SEBRING - A Nazi banner that bore the signatures of five American World War II soldiers when the Allied forces stormed Hitler's private tea house in the Bavarian Alps found a new home Wednesday.
And four generations of one of the soldiers' family were on hand to mark the occasion of what David H. Tubesing fought against.
A few tears were shed as Tubesing's family examined his signature on the 20-foot-long banner that will now be on exhibit at the Military Sea Services Museum.
Naples resident William Legan, who had found the banner in a trash receptacle when he was a kid, donated the flag to the museum.
Legan, along with Tanglewood resident Jim Hummell, had tracked down the identities of the soldiers, who belonged to the 99th Chemical Mortar Battalion, in order to honor their war service.
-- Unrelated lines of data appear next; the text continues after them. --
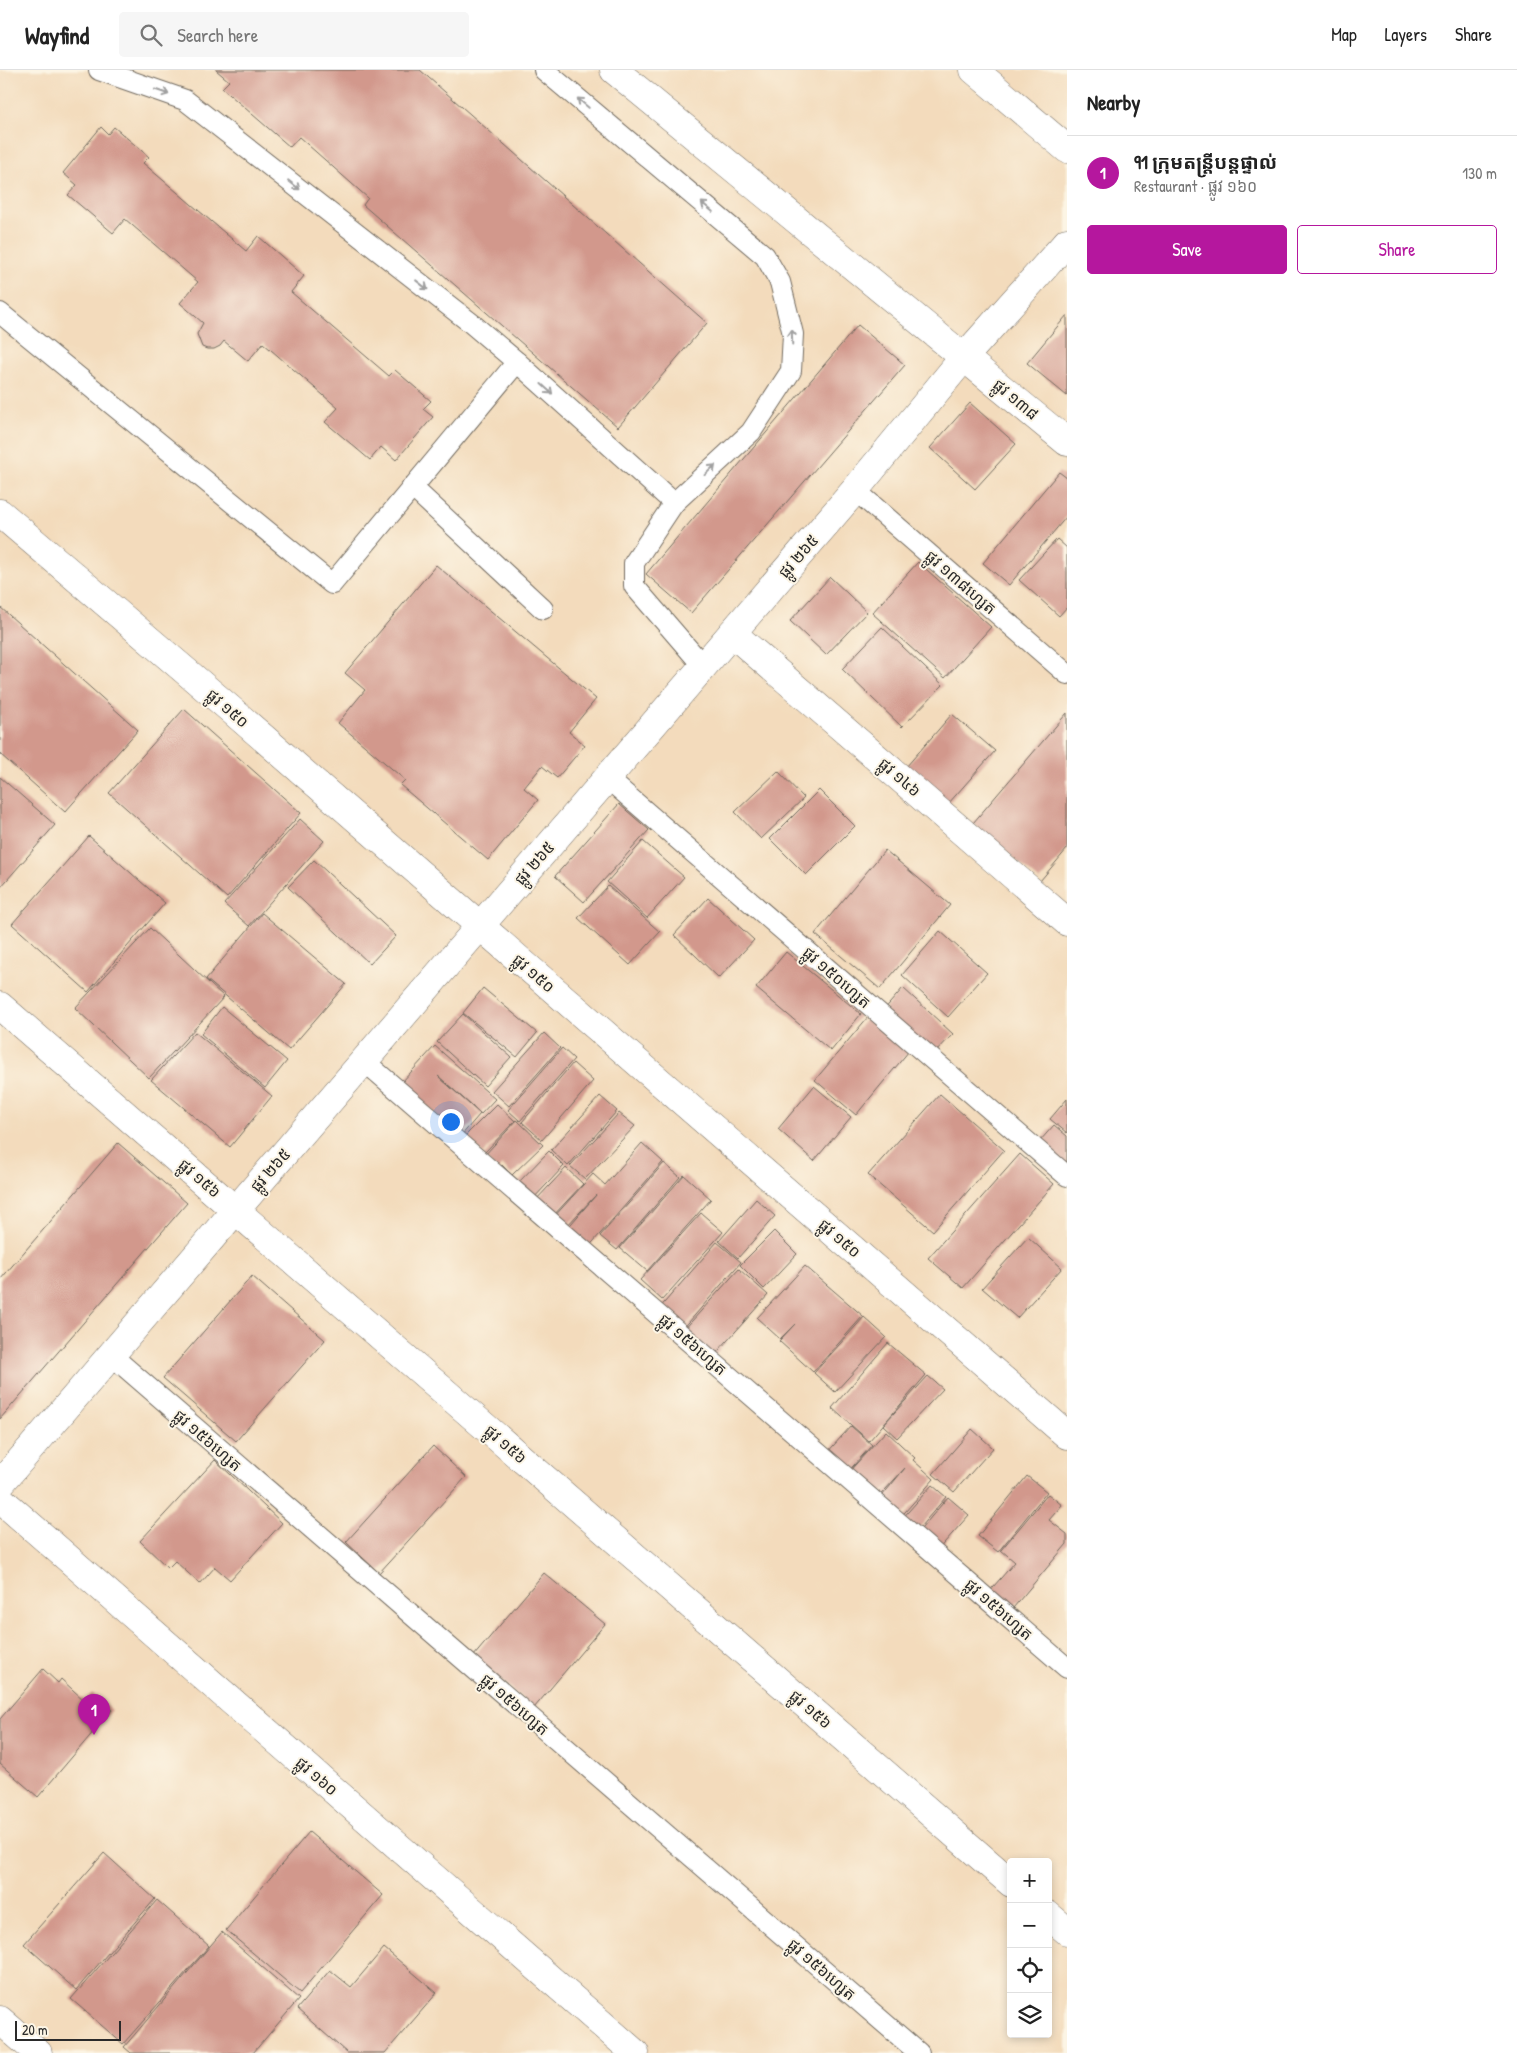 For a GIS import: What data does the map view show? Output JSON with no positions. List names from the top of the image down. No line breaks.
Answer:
{"streets":{"street":["ផ្លូវ ១៣៨","ផ្លូវ ២៦៥","ផ្លូវ ១៥០","ផ្លូវ ១៤៦","ផ្លូវ ១៥៦","ផ្លូវ ១៦០"],"lane":["ផ្លូវ ១៣៨ហ្សេត","ផ្លូវ ១៥០ហ្សេត","ផ្លូវ ១៥៦ហ្សេត"]},"crossings":[["ផ្លូវ ១៣៨","ផ្លូវ ២៦៥"],["ផ្លូវ ២៦៥","ផ្លូវ ១៣៨ហ្សេត"],["ផ្លូវ ២៦៥","ផ្លូវ ១៥០"],["ផ្លូវ ២៦៥","ផ្លូវ ១៤៦"],["ផ្លូវ ២៦៥","ផ្លូវ ១៥០ហ្សេត"],["ផ្លូវ ២៦៥","ផ្លូវ ១៥៦"],["ផ្លូវ ២៦៥","ផ្លូវ ១៥៦ហ្សេត"]],"scale_bar":"20 m","page":{"header":"Wayfind","search":"Search here","nav":["Map","Layers","Share"],"heading":"Nearby","list":[{"mark":"1","name":"91 ក្រុមតន្រ្តីបន្តផ្ទាល់","note":"Restaurant · ផ្លូវ ១៦០","value":"130 m"}],"buttons":["Save","Share"],"pins":"1","map_buttons":["+","−"],"scale":"20 m"}} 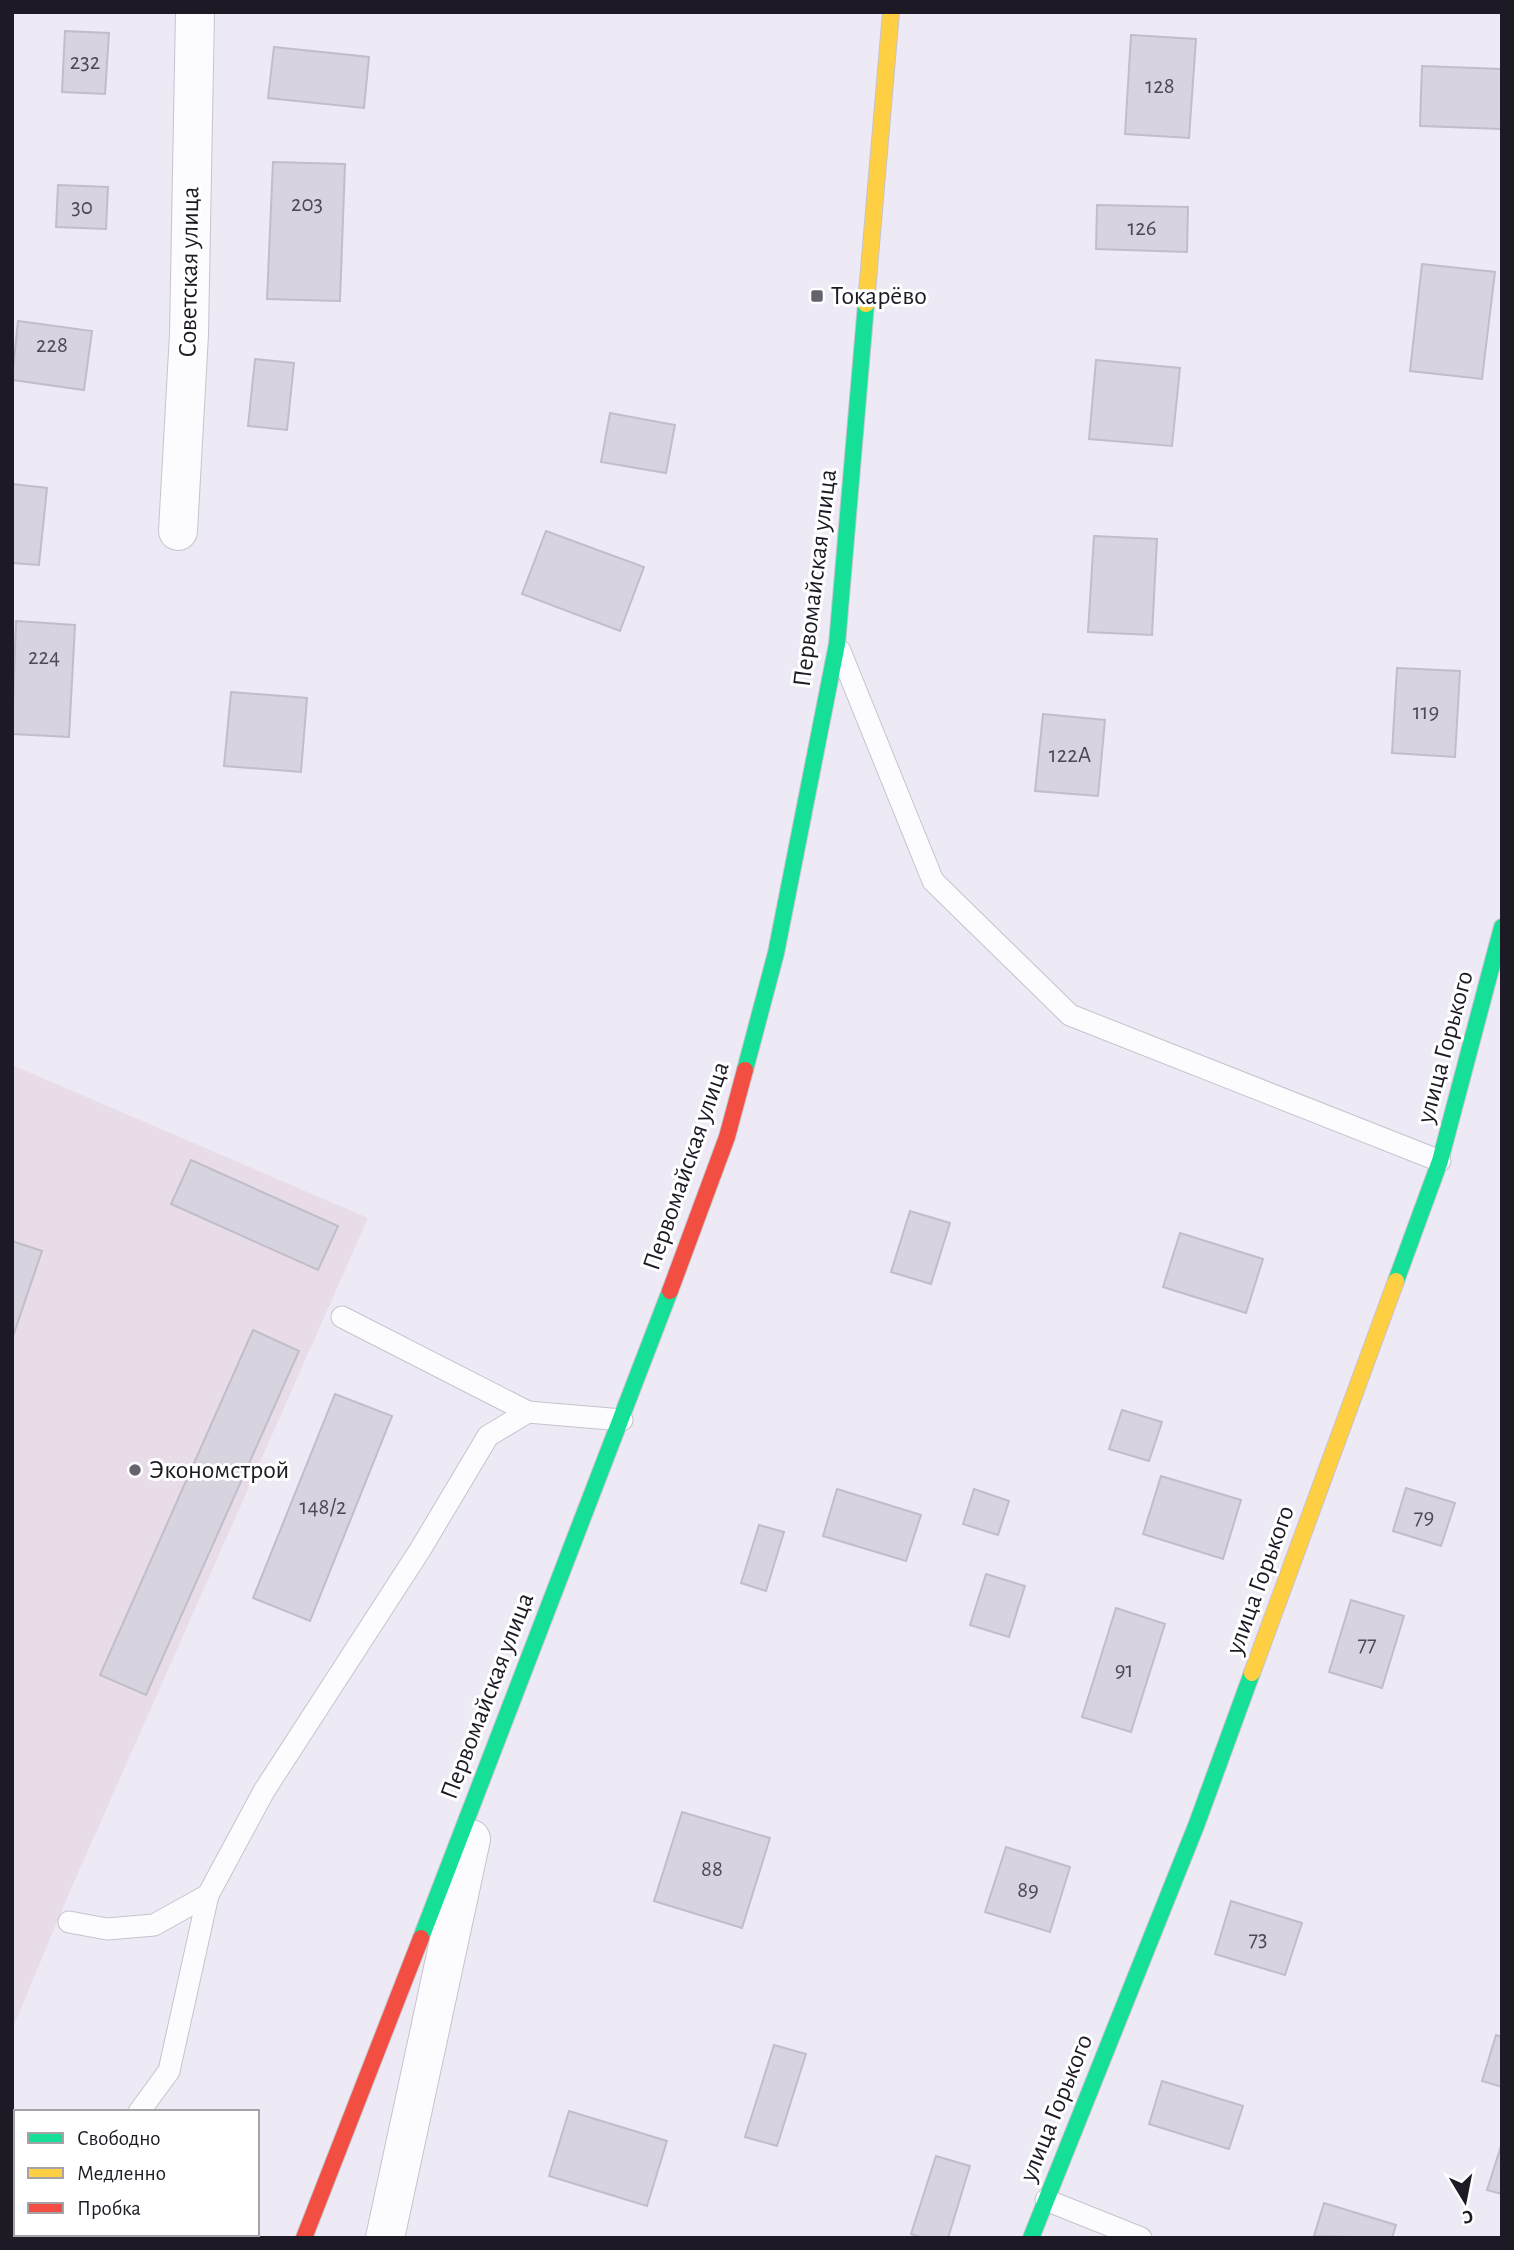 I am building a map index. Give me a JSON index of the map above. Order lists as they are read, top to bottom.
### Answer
{
  "streets": {
    "street": ["Советская улица", "Первомайская улица", "улица Горького"]
  },
  "places": {
    "transit": ["Токарёво"],
    "other": ["Экономстрой"]
  },
  "house_numbers": [
    "232",
    "128",
    "203",
    "30",
    "126",
    "228",
    "224",
    "119",
    "122А",
    "148/2",
    "79",
    "77",
    "91",
    "88",
    "89",
    "73"
  ],
  "legend": ["Свободно", "Медленно", "Пробка"],
  "north": "bottom"
}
Wednesday was the first time Tubesing's family had seen the banner, which they didn't know existed until Hummell contacted Tubesing's daughter, Donna Rehling.
Rehling's father passed away in 2004, but gathered Wednesday with eight of her family members, who flew and drove from the north, felt like her dad were standing there, she said.
"It's beyond emotional," she said.
If her father had still been alive, he would have cried, she said. Then, he would have joked and narrated the story behind the banner.
Jerry Kimm, who is with the museum, said the banner will be displayed folded in the back room.